Task requirements —
Skip every image and restate the data word for word.
___ Available data
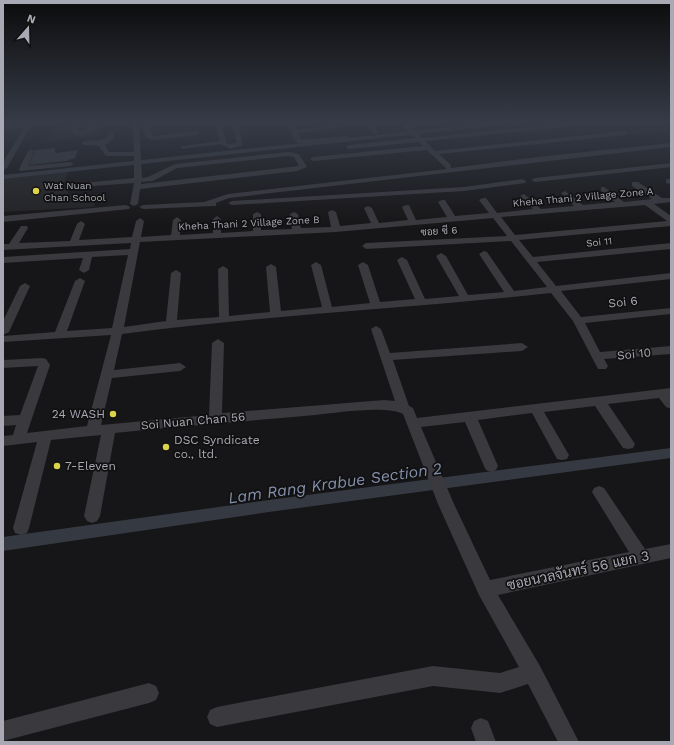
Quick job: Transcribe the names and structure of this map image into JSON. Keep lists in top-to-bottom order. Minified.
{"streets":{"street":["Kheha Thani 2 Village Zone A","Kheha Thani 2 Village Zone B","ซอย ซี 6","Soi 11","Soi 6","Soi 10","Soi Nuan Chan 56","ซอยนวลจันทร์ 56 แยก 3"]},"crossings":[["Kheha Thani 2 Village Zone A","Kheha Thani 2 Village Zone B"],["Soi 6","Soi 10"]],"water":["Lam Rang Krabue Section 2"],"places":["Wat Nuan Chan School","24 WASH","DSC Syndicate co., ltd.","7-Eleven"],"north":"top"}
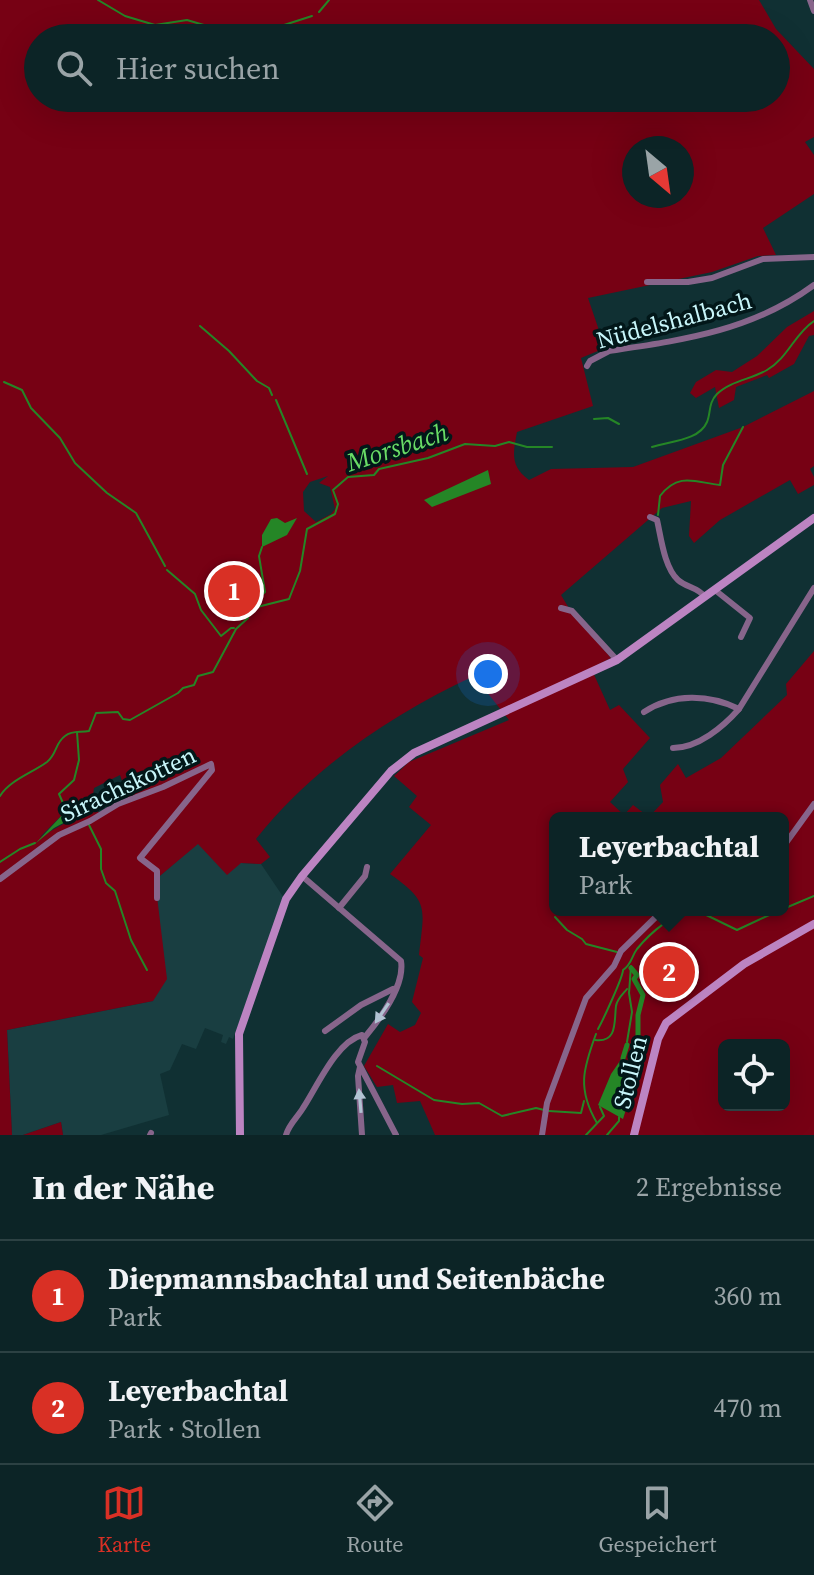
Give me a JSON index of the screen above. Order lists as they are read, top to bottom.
______
Exercise result —
Quick job: Transcribe the names and structure of this map image into JSON. Keep lists in top-to-bottom order. Minified.
{"streets":{"street":["Kheha Thani 2 Village Zone A","Kheha Thani 2 Village Zone B","ซอย ซี 6","Soi 11","Soi 6","Soi 10","Soi Nuan Chan 56","ซอยนวลจันทร์ 56 แยก 3"]},"crossings":[["Kheha Thani 2 Village Zone A","Kheha Thani 2 Village Zone B"],["Soi 6","Soi 10"]],"water":["Lam Rang Krabue Section 2"],"places":["Wat Nuan Chan School","24 WASH","DSC Syndicate co., ltd.","7-Eleven"],"north":"top"}
Give me a JSON index of the screen above. Order lists as they are read, top to bottom.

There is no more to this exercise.